Cracker Barrel adopts a new ‘poison pill’

LEBANON, Tenn. — Cracker Barrel Old Country Store Inc. has adopted a new shareholder rights plan, or “poison pill,” in an attempt to ward off investment firm Biglari Holdings Inc. or anyone else from acquiring control of the restaurant chain without offering a premium to all its shareholders.

Cracker Barrel said Biglari Holdings, which owns the Steak ‘n Shake and Western Sizzlin restaurant chains, currently owns a stake of more than 16 percent in the company and obtained clearance in September to buy up to just under 50 percent of Cracker Barrel’s stock.

“The shareholder rights plan is designed to assure that all of Cracker Barrel’s shareholders receive fair and equal treatment in the event of any proposed takeover of the company and to guard against any attempt to gain control of Cracker Barrel without paying all shareholders a premium for that control,” President and CEO Sandra Cochran said Tuesday in a statement.

San Antonio, Texas-based Biglari began buying Cracker Barrel shares in June 2011. In December, its chairman and CEO, Sardar Biglari, tried to join Cracker Barrel’s board, but was defeated in an election at the annual shareholders meeting.

Biglari Holdings has complained that Cracker Barrel isn’t living up to its potential.

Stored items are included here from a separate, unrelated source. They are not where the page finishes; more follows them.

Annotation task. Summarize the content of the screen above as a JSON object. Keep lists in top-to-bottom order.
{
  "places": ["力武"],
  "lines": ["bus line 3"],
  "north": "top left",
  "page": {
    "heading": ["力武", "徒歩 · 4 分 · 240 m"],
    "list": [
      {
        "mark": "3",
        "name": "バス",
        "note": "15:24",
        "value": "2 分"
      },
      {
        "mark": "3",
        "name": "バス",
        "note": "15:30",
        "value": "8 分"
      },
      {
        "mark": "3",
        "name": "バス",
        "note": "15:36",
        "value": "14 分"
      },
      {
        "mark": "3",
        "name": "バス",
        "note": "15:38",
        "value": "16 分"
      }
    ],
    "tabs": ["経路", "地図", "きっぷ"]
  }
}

It also has said that the restaurant chain, which also operates retail stores that sell a variety of items including gifts and souvenirs, should provide more detailed disclosures about its individual business units and that the directors should invest more of their own money in the company.

Cracker Barrel said that it had adopted a shareholder rights plan with a 10 percent triggering threshold in September, but that it expired after shareholders voted against the plan at its 2011 annual meeting.

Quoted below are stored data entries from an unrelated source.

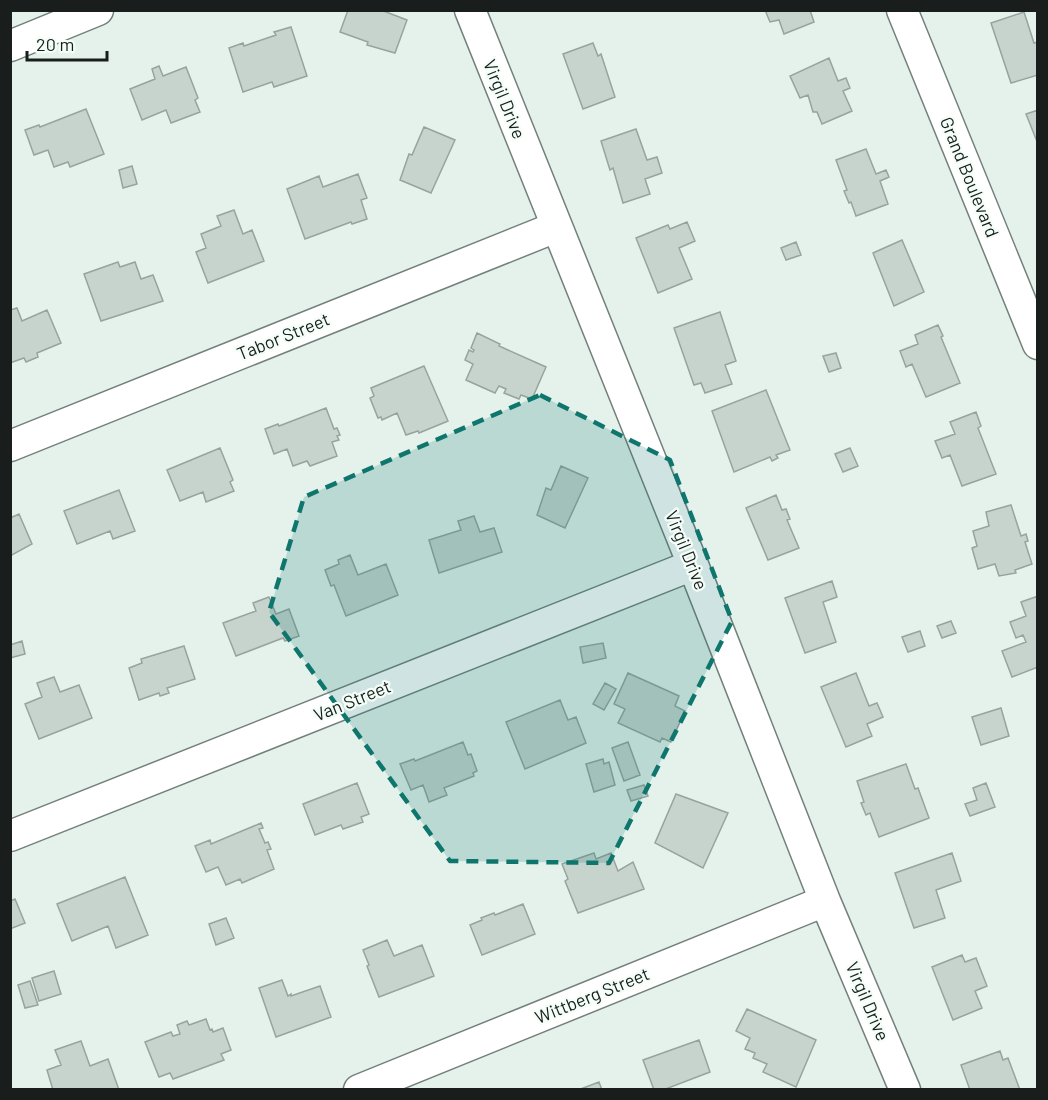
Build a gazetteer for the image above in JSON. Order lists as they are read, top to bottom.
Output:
{
  "streets": {
    "street": [
      "Virgil Drive",
      "Grand Boulevard",
      "Tabor Street",
      "Van Street",
      "Wittberg Street"
    ]
  },
  "crossings": [
    ["Virgil Drive", "Tabor Street"],
    ["Virgil Drive", "Van Street"],
    ["Virgil Drive", "Wittberg Street"]
  ],
  "scale_bar": "20 m"
}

It said the new shareholder rights plan has a 20 percent triggering threshold and does not apply to all-cash, fully financed tender offers open for at least 60 business days.

Under the new plan, if a person or group buys 20 percent or more of Cracker Barrel’s outstanding stock, each right will allow its holder to buy, for $200, a certain amount Cracker Barrel’s stock having a market value of twice such price. Once the 20 percent threshold is crossed, Cracker Barrel’s board would also be allowed to exchange one Cracker Barrel share for each outstanding right. That could make an unwanted takeover prohibitively expensive.

Cracker Barrel said that the shareholder rights plan is effective immediately and will expire on April 9, 2015, if approved by shareholders. The plan will end if it is not approved by shareholders at the Lebanon, Tenn., company’s annual meeting.

Cracker Barrel shares slipped 12 cents to $55.31 in morning trading Tuesday. They rose to a 52-week high of $59.90 in mid-February and traded as low as $37.31 last September.